08. It is decided that the group that attended the one and half day Summit will meet once in three months to review its progress. The Health Insurance Vision 2030 document will be made by ASCI, the knowledge partner to the initiative
09. Make Telangana State emerge as a leader in ‘Health For All’, maybe through insurance, private or government or a combination of all.
The Roundtable Discussion which was participated by over 100 stakeholders was moderated by Mr Ajay Mishra, a retired IAS Officer who is also a Chairman of the State Red Cross Society.
The Moderator Ajay Misra while setting the tone for the discussion, said why there is so much delay in discharging the patients even after doctors discharge them. The long waiting period must be curtailed to 1 to 2 hours. The hospitals have to be very specific about the time required to discharge a patient.
The terms and conditions of the health insurance policy are voluminous. They are in small font, not legible and not all can read. The font size of the same shouldn’t be less than 10 font and the terms and conditions should not be spread over more than two pages. The health insurance spread in the state of Telangana is reasonably good. Not many public sector hospitals have come up in Hyderabad in the last 50 years. At the time more than two dozen star hospitals in the private sector have come, Ajay Misra observed.
Participating in the discussion, one of the panelists Mr. Tapan Singhel, Chair of the General Insurance Council said if there is an intent and will, the vision that is envisaged by 2030 can be implemented even now. And he suggested a few practices followed for better coverage of health insurance. The USA made health insurance mandatory for employees employing people. The TCS in India pays INR 3000 crore towards health insurance.
In Rajasthan, every family gets an insurance benefit of ₹5 lakhs under the Universal Healthcare scheme in the state. The people in the state can avail of health insurance up to Rs 5 lakh by paying half of the insurance premium, of ₹850 annually, and avail of the treatment of ₹5 lakhs at any private and government hospital. When Rajasthan can do this, why can’t we do it elsewhere he said.
Dr. Alexander Thomas, Founder & Patron of the Association of Healthcare Providers, India, suggested setting up a Costing Committee. If the government joins fine, if not work it out between hospitals, insurers, and patients.
Dr. Vadiraju Rakesh, President of Telangana Hospitals & Nursing Homes Association said the whole approach to the issue has to be holistic.

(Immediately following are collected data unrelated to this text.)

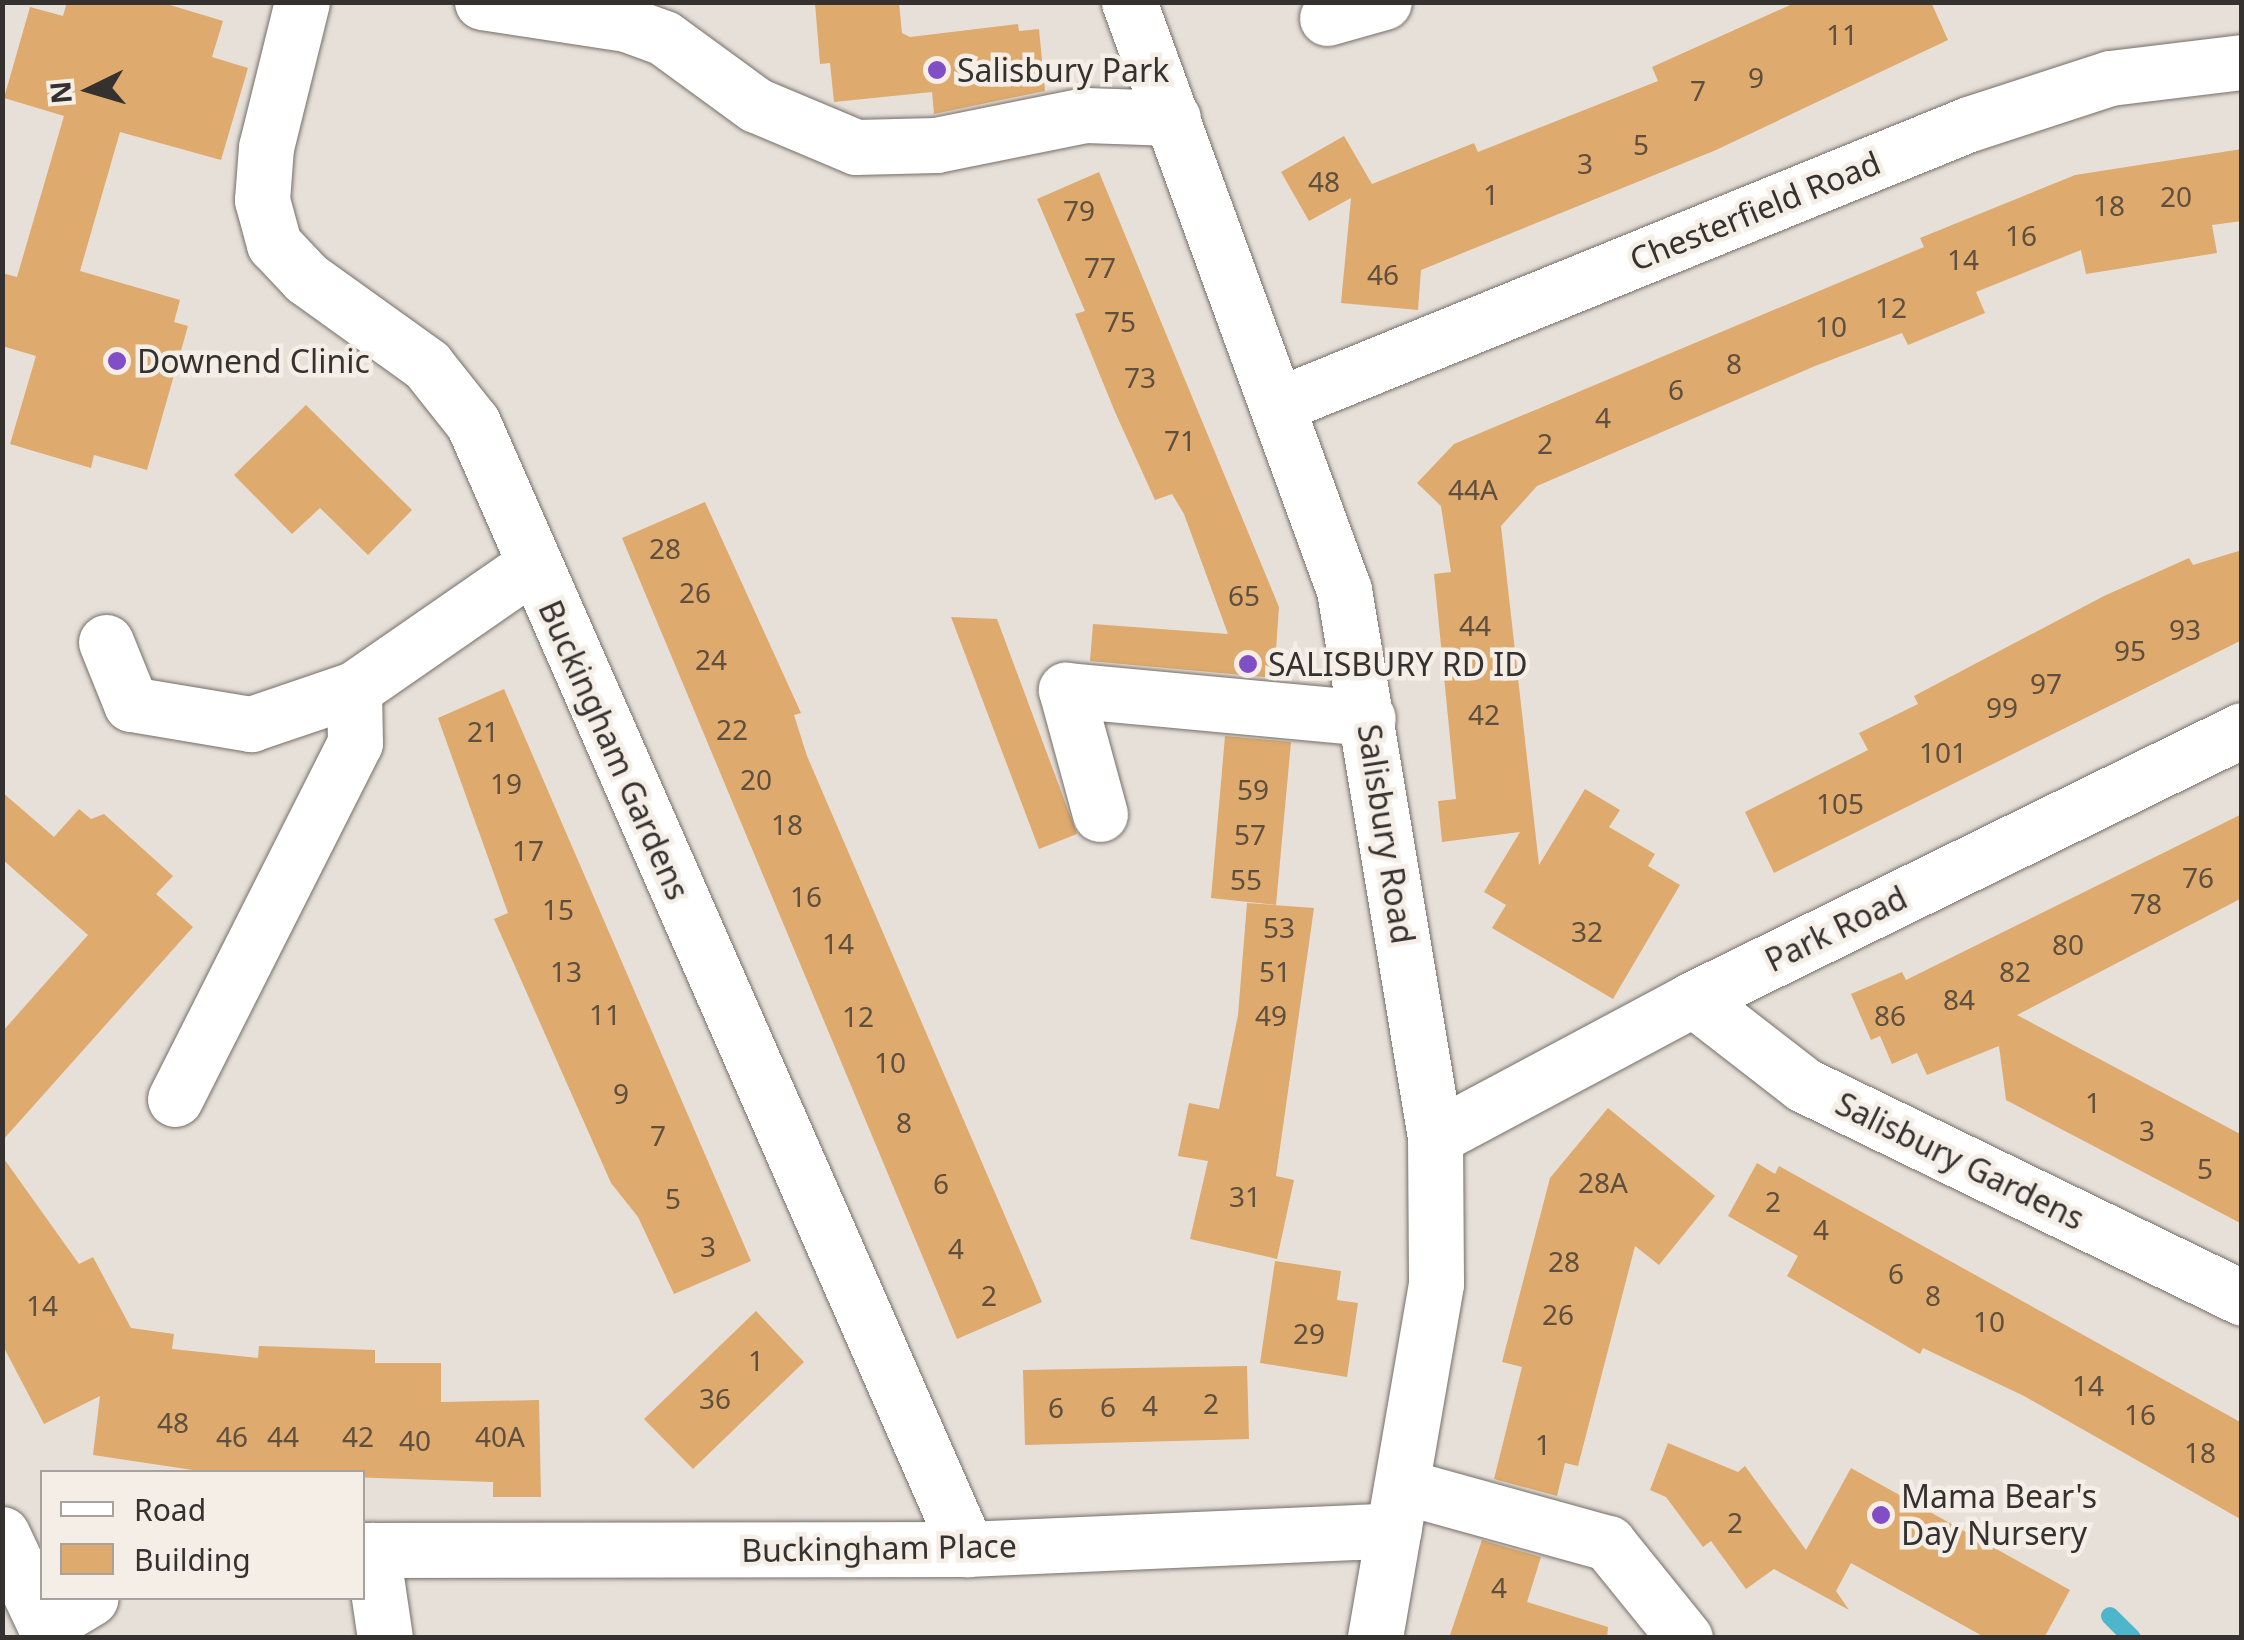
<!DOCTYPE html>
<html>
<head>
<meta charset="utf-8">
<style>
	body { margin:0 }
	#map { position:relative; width:2244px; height:1640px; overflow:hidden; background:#e7e0d9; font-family:"Noto Sans",sans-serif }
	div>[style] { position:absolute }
	.stream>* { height:18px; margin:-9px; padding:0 9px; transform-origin:9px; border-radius:9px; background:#4eb6cb }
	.building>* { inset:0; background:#deaa6d }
	.roads { filter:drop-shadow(0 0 2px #756f69) drop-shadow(0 0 2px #756f69) }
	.minor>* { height:55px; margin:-27.5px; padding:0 27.5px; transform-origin:27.5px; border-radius:27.5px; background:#fff }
	.dots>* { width:28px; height:28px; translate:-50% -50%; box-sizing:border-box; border:5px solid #f4eee6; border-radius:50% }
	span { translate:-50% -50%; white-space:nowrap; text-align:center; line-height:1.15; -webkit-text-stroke:9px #f4eee6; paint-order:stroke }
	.number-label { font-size:28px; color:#5e4f3e }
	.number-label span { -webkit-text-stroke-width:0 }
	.poi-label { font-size:32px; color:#34312f }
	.left { translate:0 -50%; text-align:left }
	.street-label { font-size:32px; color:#34312f }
	.frame { position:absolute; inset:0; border:5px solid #34312f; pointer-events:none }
	.legend { position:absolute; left:40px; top:1470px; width:325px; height:130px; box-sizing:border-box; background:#f4eee6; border:2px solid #a7a29d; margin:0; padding:12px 18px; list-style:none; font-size:30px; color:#34312f }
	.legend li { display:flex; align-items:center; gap:20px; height:50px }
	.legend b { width:50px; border:2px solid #a7a29d }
	.north { position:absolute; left:40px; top:40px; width:100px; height:100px; -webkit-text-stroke:8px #f4eee6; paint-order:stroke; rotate:265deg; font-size:28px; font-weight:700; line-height:40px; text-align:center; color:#34312f }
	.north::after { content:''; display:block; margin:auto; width:35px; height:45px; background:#34312f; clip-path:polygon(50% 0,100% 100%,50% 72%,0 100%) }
</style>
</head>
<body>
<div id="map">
	<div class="stream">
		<div style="left:2110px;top:1616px;width:31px;rotate:45deg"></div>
	</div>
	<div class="building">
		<div style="clip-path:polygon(67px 2px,160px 2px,223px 21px,212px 57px,248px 68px,221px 160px,120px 132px,80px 271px,180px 300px,174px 322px,188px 326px,147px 470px,94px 455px,91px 468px,10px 444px,36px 356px,2px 346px,2px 273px,17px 277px,64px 116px,4px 98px,30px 7px,63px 16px)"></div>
		<div style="clip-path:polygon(1797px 2px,1931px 2px,1948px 40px,1716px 150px,1421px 270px,1418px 310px,1341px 303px,1351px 198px,1309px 221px,1281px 172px,1344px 136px,1372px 184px,1474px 143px,1478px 152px,1658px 81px,1652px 67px)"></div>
		<div style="clip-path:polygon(815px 3px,899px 3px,902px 33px,910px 37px,1018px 24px,1019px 31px,1039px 29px,1045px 91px,934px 114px,932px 92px,834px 102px,830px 63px,820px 64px)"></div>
		<div style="clip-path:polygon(2242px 149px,2242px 221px,2212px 225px,2217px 253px,2086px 274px,2081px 250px,1976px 292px,1985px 313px,1908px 345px,1902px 333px,1815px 366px,1537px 486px,1501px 526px,1539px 865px,1585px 789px,1620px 810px,1609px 827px,1655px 854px,1648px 866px,1680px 885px,1613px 999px,1492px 928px,1506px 905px,1484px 892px,1520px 832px,1442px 842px,1438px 801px,1456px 799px,1434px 574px,1451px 572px,1441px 506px,1417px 483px,1454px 444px,1924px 247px,1920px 238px,2075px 175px)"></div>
		<div style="clip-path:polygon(1099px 172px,1279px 607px,1274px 678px,1090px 661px,1093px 624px,1228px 634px,1184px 514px,1172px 494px,1155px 500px,1115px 412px,1075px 314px,1085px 311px,1037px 199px)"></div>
		<div style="clip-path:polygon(306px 405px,412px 510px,368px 555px,320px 508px,292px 534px,234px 475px)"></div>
		<div style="clip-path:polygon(705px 502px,801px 713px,794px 715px,807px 756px,1042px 1302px,957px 1339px,622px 538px)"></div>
		<div style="clip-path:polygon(2242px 550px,2242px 640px,1774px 873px,1745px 812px,1868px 750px,1859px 733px,1918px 704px,1914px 696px,2104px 596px,2189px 558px,2193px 565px)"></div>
		<div style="clip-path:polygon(951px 617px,997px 619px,1077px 834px,1039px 849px)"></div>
		<div style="clip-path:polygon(504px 689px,751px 1261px,674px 1294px,638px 1217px,611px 1183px,494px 919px,508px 913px,438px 718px)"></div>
		<div style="clip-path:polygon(1225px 736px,1291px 742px,1276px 905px,1211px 898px)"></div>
		<div style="clip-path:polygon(2px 792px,54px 837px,79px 809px,91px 819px,104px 814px,173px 876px,156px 894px,193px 927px,2px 1141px,2px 1032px,88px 935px,2px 859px)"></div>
		<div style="clip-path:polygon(2242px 814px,2242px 898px,2017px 1015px,2242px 1135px,2242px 1224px,2006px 1100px,1999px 1046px,1927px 1075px,1917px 1053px,1892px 1064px,1880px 1036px,1871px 1040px,1851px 994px,1902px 972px,1906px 980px)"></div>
		<div style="clip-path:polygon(1247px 903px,1314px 908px,1276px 1176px,1294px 1180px,1277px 1259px,1190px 1239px,1208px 1161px,1178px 1156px,1189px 1103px,1219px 1109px,1238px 1015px)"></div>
		<div style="clip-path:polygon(1608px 1108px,1715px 1196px,1659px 1265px,1635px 1246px,1578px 1466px,1565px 1463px,1557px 1496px,1494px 1479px,1522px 1367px,1502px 1362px,1550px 1178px)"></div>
		<div style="clip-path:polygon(2px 1156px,79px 1264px,93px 1257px,131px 1328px,174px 1334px,172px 1349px,258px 1358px,259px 1346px,375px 1350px,375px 1363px,441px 1363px,441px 1402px,539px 1400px,541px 1497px,493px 1497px,493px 1482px,206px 1472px,93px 1455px,100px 1396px,44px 1424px,2px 1344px)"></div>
		<div style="clip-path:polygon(1757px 1163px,1775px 1174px,1779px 1166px,2242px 1423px,2242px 1520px,2024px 1396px,1923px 1348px,1920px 1354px,1787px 1276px,1798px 1256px,1728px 1216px)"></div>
		<div style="clip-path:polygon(1275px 1261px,1341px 1271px,1337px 1300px,1358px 1303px,1347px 1377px,1260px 1363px)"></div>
		<div style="clip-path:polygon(756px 1311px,804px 1362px,693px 1469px,644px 1419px)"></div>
		<div style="clip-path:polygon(1247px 1366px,1249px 1439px,1025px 1445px,1023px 1370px)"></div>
		<div style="clip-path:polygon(1668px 1443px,1738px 1472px,1745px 1466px,1806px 1550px,1851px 1468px,2070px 1590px,2044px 1638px,1986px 1638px,1851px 1563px,1836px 1591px,1849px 1610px,1774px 1569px,1746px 1589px,1711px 1541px,1703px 1547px,1666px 1497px,1650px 1490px)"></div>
		<div style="clip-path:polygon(1482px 1540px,1541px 1557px,1527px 1602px,1608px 1627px,1607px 1638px,1449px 1638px)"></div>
	</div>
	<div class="roads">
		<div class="minor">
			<div style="left:302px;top:2px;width:149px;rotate:103.9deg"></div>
			<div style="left:266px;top:147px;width:53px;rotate:94.3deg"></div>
			<div style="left:262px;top:200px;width:46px;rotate:74.7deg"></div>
			<div style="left:274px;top:244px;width:47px;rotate:46.7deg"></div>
			<div style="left:306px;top:278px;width:149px;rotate:35.7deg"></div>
			<div style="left:427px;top:365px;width:74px;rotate:51.6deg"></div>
			<div style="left:473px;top:423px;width:1230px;rotate:66.31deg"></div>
			<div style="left:482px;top:2px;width:146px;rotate:8.7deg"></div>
			<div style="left:626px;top:24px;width:40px;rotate:20.2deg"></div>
			<div style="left:664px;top:38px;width:114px;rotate:36.1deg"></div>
			<div style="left:756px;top:105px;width:108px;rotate:22.8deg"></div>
			<div style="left:856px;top:147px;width:80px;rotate:-1.4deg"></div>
			<div style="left:936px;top:145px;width:152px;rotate:-11.4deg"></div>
			<div style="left:1085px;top:115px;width:88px;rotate:2deg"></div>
			<div style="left:1129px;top:2px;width:626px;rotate:69.92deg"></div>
			<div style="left:1344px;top:590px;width:555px;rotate:80.55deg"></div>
			<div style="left:1435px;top:1137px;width:147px;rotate:89.6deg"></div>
			<div style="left:1436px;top:1284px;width:359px;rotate:99.8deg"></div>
			<div style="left:1327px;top:18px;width:59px;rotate:-15.7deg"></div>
			<div style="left:1280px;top:404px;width:744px;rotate:-22.12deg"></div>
			<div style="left:1969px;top:124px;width:148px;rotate:-18.1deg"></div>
			<div style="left:2110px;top:78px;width:133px;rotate:-6.9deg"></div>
			<div style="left:106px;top:642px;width:67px;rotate:68deg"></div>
			<div style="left:131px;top:704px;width:122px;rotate:9.5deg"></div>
			<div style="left:251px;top:724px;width:109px;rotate:-18.8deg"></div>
			<div style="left:354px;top:689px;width:218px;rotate:-34.7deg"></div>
			<div style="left:1100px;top:814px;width:129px;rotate:-105.3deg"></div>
			<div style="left:1066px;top:690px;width:303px;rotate:5.3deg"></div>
			<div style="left:1693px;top:999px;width:140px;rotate:37.8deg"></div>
			<div style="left:1804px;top:1085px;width:487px;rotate:25.9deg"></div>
			<div style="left:175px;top:1099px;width:399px;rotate:-63.2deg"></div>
			<div style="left:355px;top:743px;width:54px;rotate:-91.1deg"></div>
			<div style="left:1435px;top:1137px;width:293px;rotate:-28.1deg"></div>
			<div style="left:1693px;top:999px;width:611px;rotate:-26.1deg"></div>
			<div style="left:1402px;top:1486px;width:214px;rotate:15.5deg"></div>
			<div style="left:1608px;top:1543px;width:122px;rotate:51deg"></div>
			<div style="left:2px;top:1534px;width:115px;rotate:64.8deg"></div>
			<div style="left:362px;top:1550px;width:605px;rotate:-0.09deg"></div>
			<div style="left:967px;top:1549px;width:427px;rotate:-2.5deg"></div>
			<div style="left:372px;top:1550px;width:89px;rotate:81.6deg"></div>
			<div style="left:46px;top:1625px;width:52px;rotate:-31deg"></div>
		</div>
	</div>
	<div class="dots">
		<div style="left:937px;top:70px;background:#814ec6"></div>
		<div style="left:117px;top:361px;background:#814ec6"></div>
		<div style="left:1248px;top:664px;background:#814ec6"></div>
		<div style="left:1881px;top:1515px;background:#814ec6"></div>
	</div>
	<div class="number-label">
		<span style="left:1842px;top:34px">11</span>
		<span style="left:1756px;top:77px">9</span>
		<span style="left:1698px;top:90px">7</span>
		<span style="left:1641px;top:144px">5</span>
		<span style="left:1585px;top:163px">3</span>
		<span style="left:1324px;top:181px">48</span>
		<span style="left:1491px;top:194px">1</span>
		<span style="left:2176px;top:196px">20</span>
		<span style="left:2109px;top:205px">18</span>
		<span style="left:1079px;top:210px">79</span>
		<span style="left:2021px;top:235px">16</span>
		<span style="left:1963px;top:259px">14</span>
		<span style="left:1100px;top:267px">77</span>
		<span style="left:1383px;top:274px">46</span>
		<span style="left:1891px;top:307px">12</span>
		<span style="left:1120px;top:321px">75</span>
		<span style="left:1831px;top:326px">10</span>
		<span style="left:1734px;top:363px">8</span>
		<span style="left:1140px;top:377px">73</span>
		<span style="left:1676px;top:389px">6</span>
		<span style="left:1603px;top:417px">4</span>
		<span style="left:1180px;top:440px">71</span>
		<span style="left:1545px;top:443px">2</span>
		<span style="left:1473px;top:489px">44A</span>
		<span style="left:665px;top:548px">28</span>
		<span style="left:695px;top:592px">26</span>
		<span style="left:1244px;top:595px">65</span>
		<span style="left:1475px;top:625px">44</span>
		<span style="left:2185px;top:629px">93</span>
		<span style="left:2130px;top:650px">95</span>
		<span style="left:711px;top:659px">24</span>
		<span style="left:2046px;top:683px">97</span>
		<span style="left:2002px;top:707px">99</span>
		<span style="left:1484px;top:714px">42</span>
		<span style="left:732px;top:729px">22</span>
		<span style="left:483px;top:731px">21</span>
		<span style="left:1943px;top:752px">101</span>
		<span style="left:756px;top:779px">20</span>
		<span style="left:506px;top:783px">19</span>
		<span style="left:1253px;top:789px">59</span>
		<span style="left:1840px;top:803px">105</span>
		<span style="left:787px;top:824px">18</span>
		<span style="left:1250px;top:834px">57</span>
		<span style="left:528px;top:850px">17</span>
		<span style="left:2198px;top:877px">76</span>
		<span style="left:1246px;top:879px">55</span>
		<span style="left:806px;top:896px">16</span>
		<span style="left:2146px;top:903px">78</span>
		<span style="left:558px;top:909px">15</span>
		<span style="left:1279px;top:927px">53</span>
		<span style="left:1587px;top:931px">32</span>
		<span style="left:838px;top:943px">14</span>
		<span style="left:2068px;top:944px">80</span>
		<span style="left:566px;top:971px">13</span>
		<span style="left:1275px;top:971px">51</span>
		<span style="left:2015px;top:971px">82</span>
		<span style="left:1959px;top:999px">84</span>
		<span style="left:605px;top:1014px">11</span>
		<span style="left:1271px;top:1015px">49</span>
		<span style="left:1890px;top:1015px">86</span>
		<span style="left:858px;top:1016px">12</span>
		<span style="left:890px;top:1062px">10</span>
		<span style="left:621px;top:1093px">9</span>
		<span style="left:2093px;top:1102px">1</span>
		<span style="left:904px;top:1122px">8</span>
		<span style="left:2147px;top:1130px">3</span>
		<span style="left:658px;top:1135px">7</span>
		<span style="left:2205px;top:1168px">5</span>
		<span style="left:1603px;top:1182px">28A</span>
		<span style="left:941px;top:1183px">6</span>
		<span style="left:1245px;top:1196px">31</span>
		<span style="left:673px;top:1198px">5</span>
		<span style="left:1773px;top:1201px">2</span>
		<span style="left:1821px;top:1229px">4</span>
		<span style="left:708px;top:1246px">3</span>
		<span style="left:956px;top:1248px">4</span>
		<span style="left:1564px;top:1261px">28</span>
		<span style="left:1896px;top:1273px">6</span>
		<span style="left:989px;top:1295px">2</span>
		<span style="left:1933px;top:1295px">8</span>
		<span style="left:42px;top:1305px">14</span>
		<span style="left:1558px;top:1314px">26</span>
		<span style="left:1989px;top:1321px">10</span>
		<span style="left:1309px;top:1333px">29</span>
		<span style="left:756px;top:1360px">1</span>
		<span style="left:2088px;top:1385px">14</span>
		<span style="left:715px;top:1398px">36</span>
		<span style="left:1211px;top:1403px">2</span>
		<span style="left:1150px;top:1405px">4</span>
		<span style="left:1108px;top:1406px">6</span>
		<span style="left:1056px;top:1407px">6</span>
		<span style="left:2140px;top:1414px">16</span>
		<span style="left:173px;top:1422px">48</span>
		<span style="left:232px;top:1436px">46</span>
		<span style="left:283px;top:1436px">44</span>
		<span style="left:358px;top:1436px">42</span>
		<span style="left:500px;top:1436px">40A</span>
		<span style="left:415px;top:1440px">40</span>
		<span style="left:1543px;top:1444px">1</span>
		<span style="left:2200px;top:1452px">18</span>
		<span style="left:1735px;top:1522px">2</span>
		<span style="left:1499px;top:1587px">4</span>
	</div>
	<div class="poi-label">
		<span class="left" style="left:957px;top:70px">Salisbury Park</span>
		<span class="left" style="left:137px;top:361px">Downend Clinic</span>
		<span class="left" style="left:1268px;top:664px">SALISBURY RD ID</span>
		<span class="left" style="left:1901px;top:1515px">Mama Bear's<br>Day Nursery</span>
	</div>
	<div class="street-label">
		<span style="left:1755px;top:211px;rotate:-22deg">Chesterfield Road</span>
		<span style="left:614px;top:750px;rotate:66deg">Buckingham Gardens</span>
		<span style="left:1386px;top:834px;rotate:81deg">Salisbury Road</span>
		<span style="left:1836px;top:929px;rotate:-26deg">Park Road</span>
		<span style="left:1960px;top:1161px;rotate:26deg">Salisbury Gardens</span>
		<span style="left:879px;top:1548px;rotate:-1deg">Buckingham Place</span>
	</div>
	<div class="frame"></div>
	<ul class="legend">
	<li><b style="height:12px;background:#fff"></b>Road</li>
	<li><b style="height:28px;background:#deaa6d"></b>Building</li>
	</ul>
	<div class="north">N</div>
</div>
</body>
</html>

The next decade is about Health and Health Care Delivery, said Mr. Rajiv Kumar Gupta, President of PBFintech Ltd(Policy Bazar and Paisabazaar).
Dr. Atul Mohan Kochchar, CEO of NABH–National Accreditation Board for Hospitals and Healthcare Providers said that they touched about 17000 hospitals across India so far. We want to touch 50,000 hospitals in the near future. Every month nearly 400 hospitals are registering their applications for accreditation. Every hospital must adopt some standards, he said.